Fabio Miccoli di Desio (Mi) del 'Schlosshotel im Grunenwald” di Berlino si è classificato al primo posto al concorso dell'Aspi (Associazione della sommellerie professionale italiana) per il miglior sommelier professionista d'Italia. Sui 12 concorrenti finali il secondo posto è stato assegnato a Matteo Ghiringhelli di Legnano (Mi) del ristorante 'Il Vino” di Parigi mentre il terzo posto è andato a Fabio Masi di Milano del 'Four Seasons Hotel des Bergues” di Ginevra. Miccoli potrà ora accedere al concorso per il 'Miglior sommelier d'Europa 2008” in programma dal 17 al 19 maggio a Sofia, in Bulgaria, a cura dell'Asi (Associazione internazionale della sommellerie di cui l'Aspi è il rappresentante italiano).

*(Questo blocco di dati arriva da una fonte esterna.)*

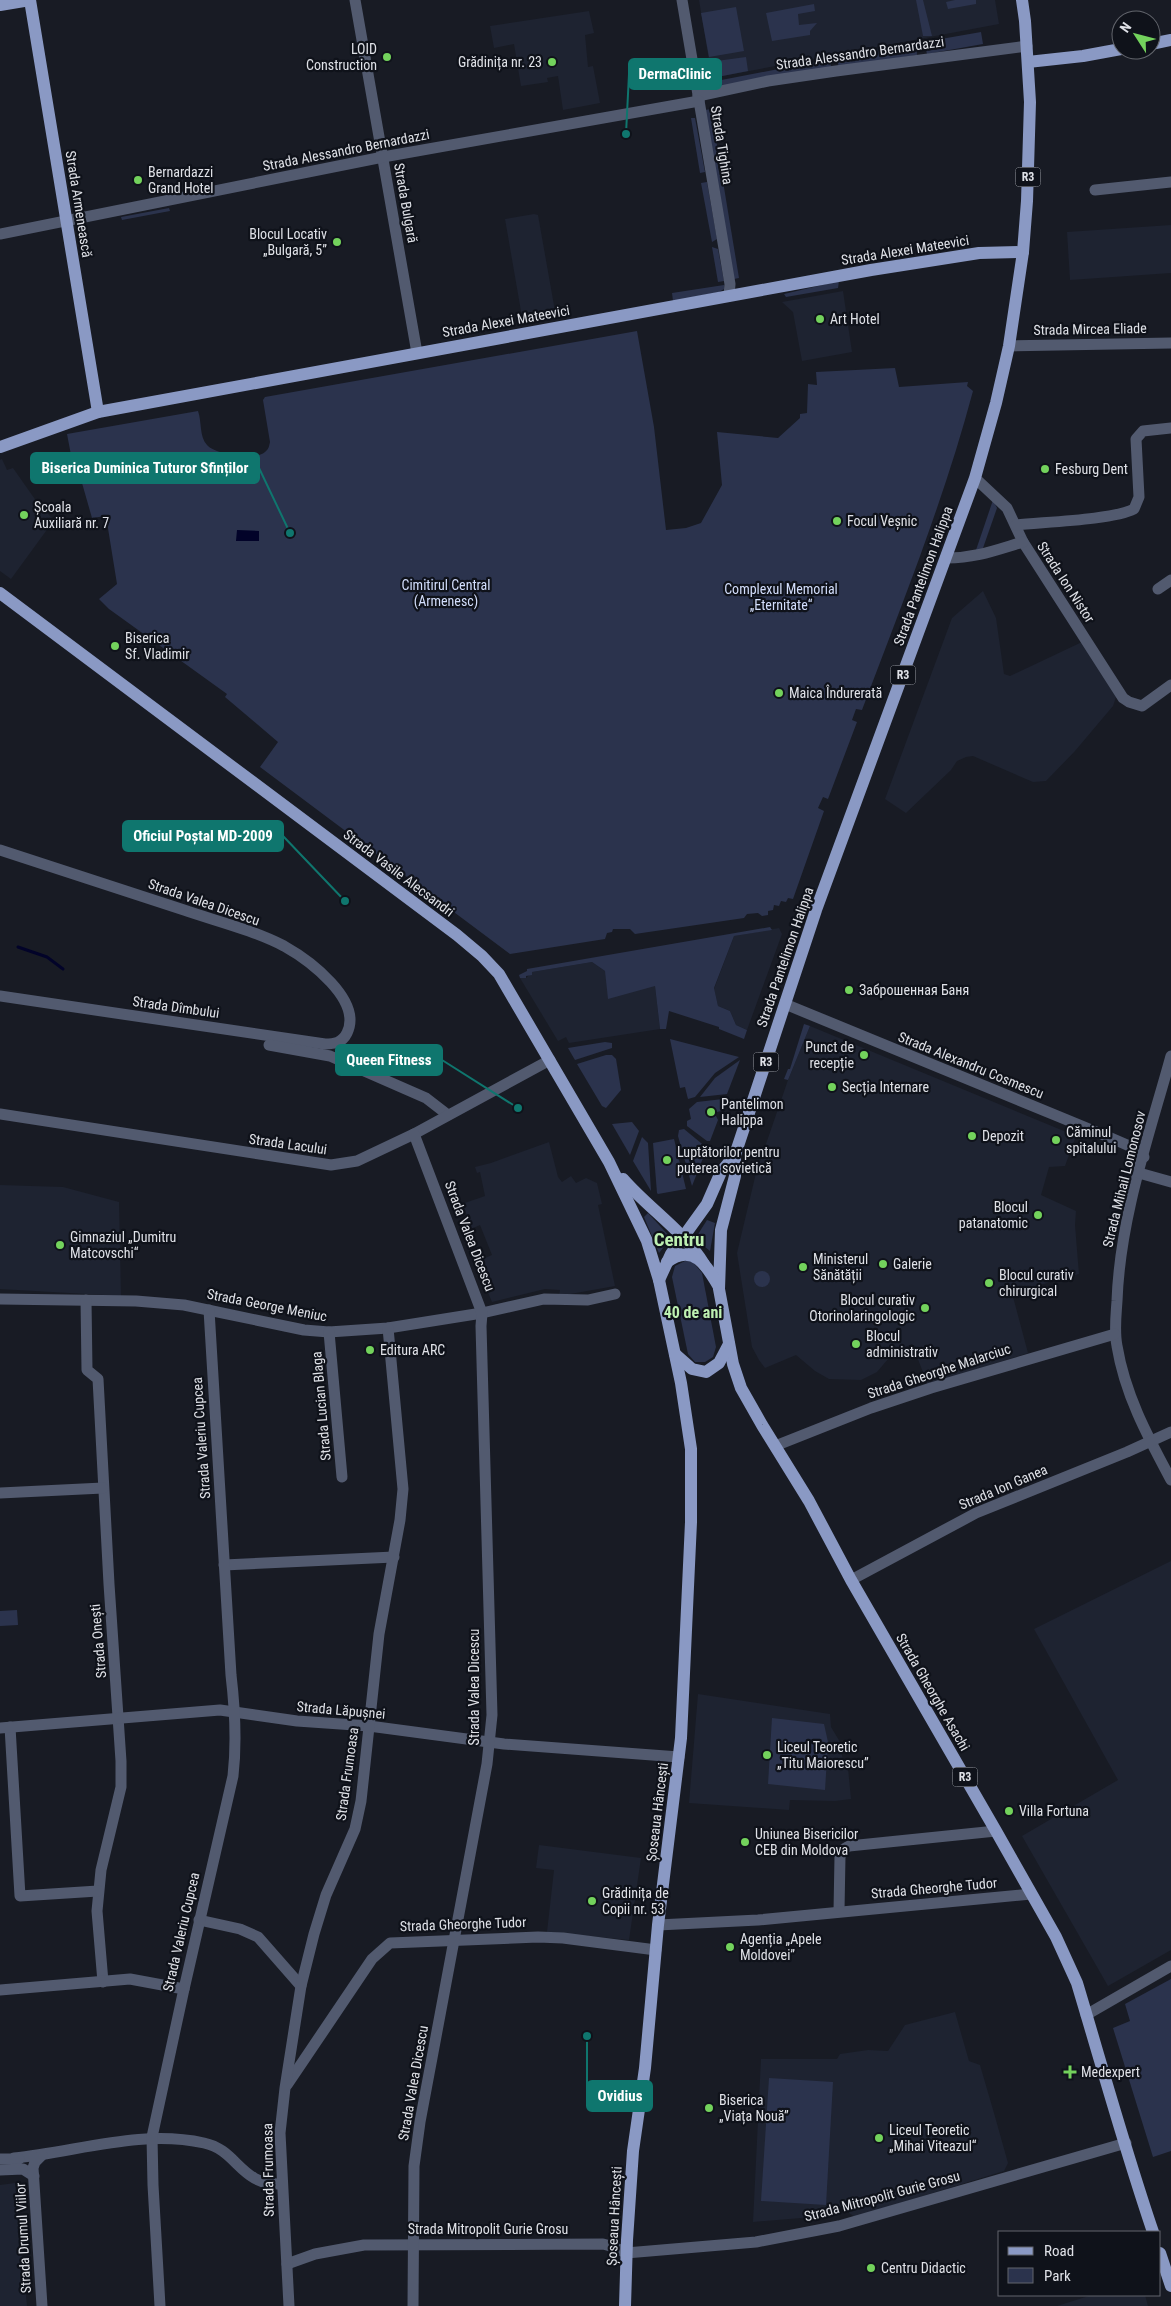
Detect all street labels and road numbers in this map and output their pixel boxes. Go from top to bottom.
street label: Strada Alessandro Bernardazzi [775,33,945,73]
street label: Strada Tighina [708,104,736,186]
street label: Strada Alessandro Bernardazzi [261,126,431,174]
street label: Strada Armenească [63,149,95,259]
street label: Strada Bulgară [391,162,421,244]
road number: R3 [1016,168,1040,186]
street label: Strada Alexei Mateevici [840,232,970,268]
street label: Strada Alexei Mateevici [441,302,571,340]
street label: Strada Mircea Eliade [1033,320,1147,338]
street label: Strada Pantelimon Halippa [890,504,956,648]
street label: Strada Ion Nistor [1034,539,1098,625]
road number: R3 [890,666,916,684]
street label: Strada Vasile Alecsandri [341,826,457,920]
street label: Strada Valea Dicescu [146,875,262,929]
street label: Strada Pantelimon Halippa [753,885,817,1029]
street label: Strada Dîmbului [131,993,221,1021]
street label: Strada Alexandru Cosmescu [896,1028,1046,1102]
road number: R3 [754,1052,778,1072]
street label: Strada Mihail Lomonosov [1099,1109,1149,1249]
street label: Strada Lacului [248,1131,328,1157]
street label: Strada Valea Dicescu [442,1179,498,1293]
street label: Strada George Meniuc [206,1286,328,1324]
street label: Strada Gheorghe Malarciuc [865,1340,1013,1402]
street label: Strada Lucian Blaga [308,1351,334,1461]
street label: Strada Valeriu Cupcea [189,1377,213,1499]
street label: Strada Ion Ganea [956,1461,1050,1513]
street label: Strada Onești [87,1603,110,1679]
street label: Strada Valea Dicescu [466,1629,482,1745]
street label: Strada Gheorghe Asachi [893,1631,973,1753]
street label: Strada Lăpușnei [296,1698,386,1723]
street label: Strada Frumoasa [333,1726,361,1822]
street label: Șoseaua Hâncești [643,1762,672,1863]
road number: R3 [952,1768,978,1786]
street label: Strada Valeriu Cupcea [160,1871,202,1993]
street label: Strada Gheorghe Tudor [870,1875,998,1901]
street label: Strada Gheorghe Tudor [399,1914,527,1934]
street label: Strada Valea Dicescu [395,2024,431,2142]
street label: Strada Frumoasa [259,2123,277,2217]
street label: Șoseaua Hâncești [603,2166,626,2266]
street label: Strada Mitropolit Gurie Grosu [802,2167,962,2225]
street label: Strada Drumul Viilor [12,2182,34,2294]
street label: Strada Mitropolit Gurie Grosu [408,2221,568,2237]

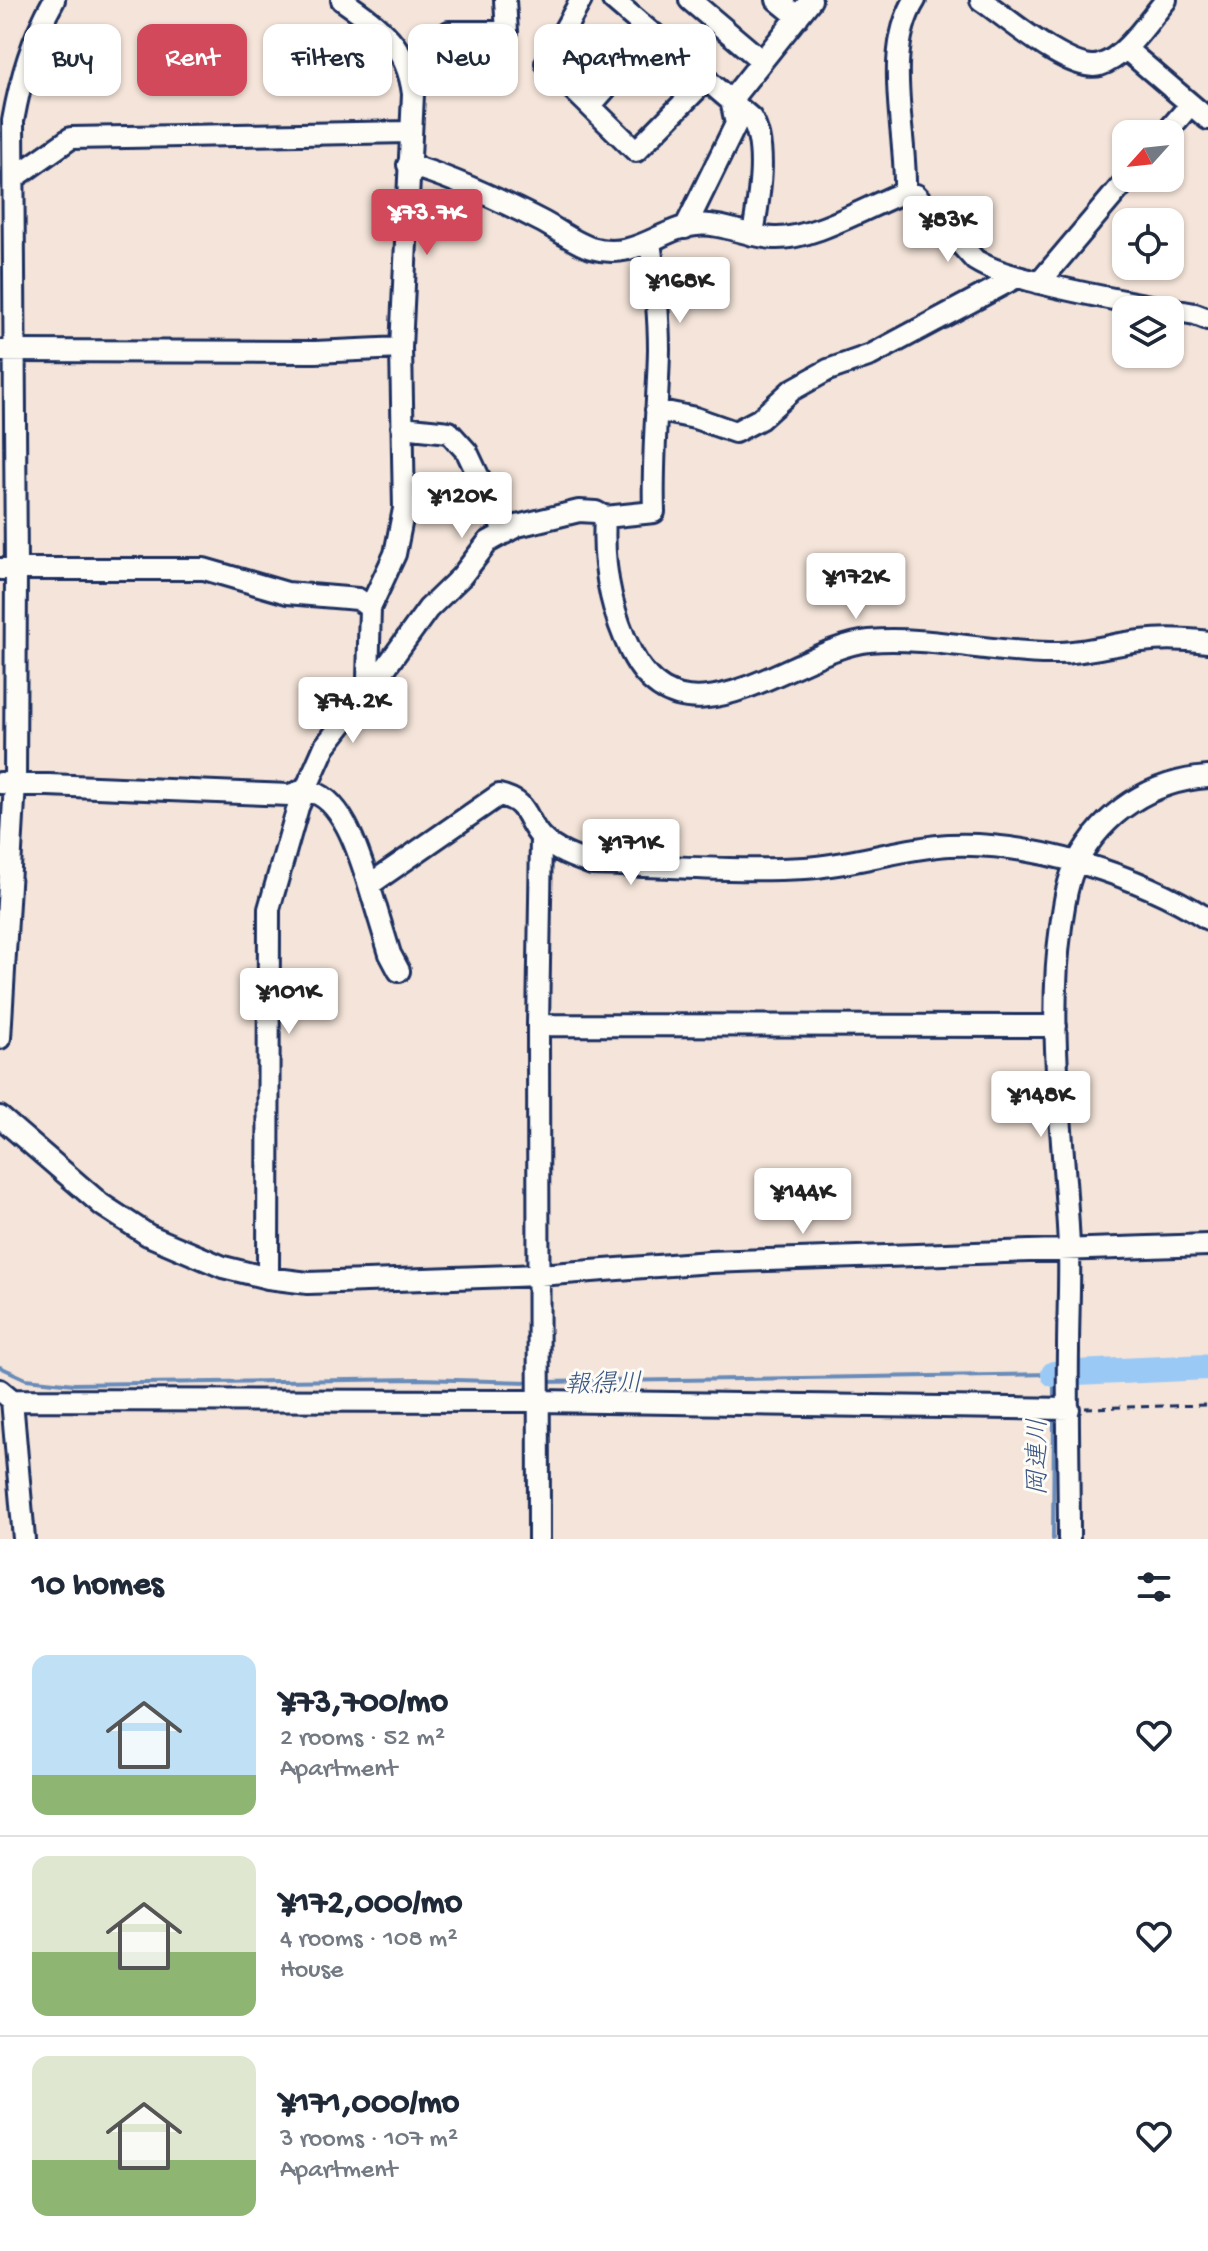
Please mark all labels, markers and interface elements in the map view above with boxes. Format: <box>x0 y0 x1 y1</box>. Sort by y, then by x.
chip: Buy <box>24 24 121 96</box>
chip: Rent <box>137 24 247 96</box>
chip: Filters <box>263 24 392 96</box>
chip: New <box>408 24 518 96</box>
chip: Apartment <box>534 24 716 96</box>
north arrow <box>1112 120 1184 192</box>
map controls <box>1112 120 1184 368</box>
pin: ¥73.7K <box>362 189 492 257</box>
pin: ¥83K <box>901 196 995 264</box>
text: ¥73.7K <box>389 199 465 230</box>
text: ¥83K <box>921 206 975 237</box>
button: locate <box>1112 208 1184 280</box>
pin: ¥168K <box>624 257 736 325</box>
text: ¥168K <box>648 267 712 298</box>
button: layers <box>1112 296 1184 368</box>
pin: ¥120K <box>406 472 518 540</box>
text: ¥120K <box>430 482 494 513</box>
pin: ¥172K <box>800 553 912 621</box>
text: ¥172K <box>824 563 888 594</box>
pin: ¥74.2K <box>288 677 418 745</box>
text: ¥74.2K <box>316 687 390 718</box>
pin: ¥171K <box>575 819 687 887</box>
text: ¥171K <box>601 829 661 860</box>
pin: ¥101K <box>233 968 345 1036</box>
text: ¥101K <box>258 978 320 1009</box>
pin: ¥148K <box>985 1071 1097 1139</box>
text: ¥148K <box>1009 1081 1073 1112</box>
pin: ¥144K <box>747 1168 859 1236</box>
text: ¥144K <box>772 1178 834 1209</box>
water label: 報得川 <box>564 1369 642 1403</box>
water label: 岡連川 <box>1023 1418 1056 1496</box>
icon: filters <box>1132 1565 1176 1609</box>
text: 10 homes <box>32 1567 163 1607</box>
text: ¥73,700/mo <box>280 1684 448 1724</box>
icon: home <box>96 1687 192 1783</box>
icon: heart <box>1132 1713 1176 1757</box>
text: 2 rooms · 52 m² <box>280 1724 445 1755</box>
text: Apartment <box>280 1755 397 1786</box>
text: ¥172,000/mo <box>280 1885 462 1925</box>
icon: home <box>96 1888 192 1984</box>
icon: heart <box>1132 1914 1176 1958</box>
text: 4 rooms · 108 m² <box>280 1925 458 1956</box>
text: House <box>280 1956 344 1987</box>
text: ¥171,000/mo <box>280 2085 459 2125</box>
icon: home <box>96 2088 192 2184</box>
icon: heart <box>1132 2114 1176 2158</box>
text: 3 rooms · 107 m² <box>280 2125 458 2156</box>
text: Apartment <box>280 2156 397 2187</box>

Fabio Miccoli al centro. A sinistra Giuseppe VaccariniLi ha selezionati, nell'Auditorium della San Pellegrino di Milano, una giuria che esprime in modo evidente la missione dell'associazione: essere, in Italia, il punto di riferimento della più alta espressione della sommellerie contemporanea. Da Giuseppe Vaccarini presidente dell'Aspi a Enrico Bernardo, miglior sommelier del mondo 2004, da Fabio Scarpitti vicepresidente Aspi e titolare dell'omonima società di distribuzione a Luisito Perazzo, sommelier del riaperto Savini di Milano, allo svizzero Piero Tenca vice segretario de l'Association de la Sommellerie Internazionale Asi. Come noto l'Aspi è nata dopo la rottura che ha portato l'Ais (Associazione italiana sommelier) ad uscire dall'Asi (l'associaizone internazionale della sommellerie) dopo un lungo contrasto sulle finalità e le modalità con cui promuovere la professione. Una divisione che ha messo oggi in forte competizione ed alternativa fra loro l'Aspi e l'Ais.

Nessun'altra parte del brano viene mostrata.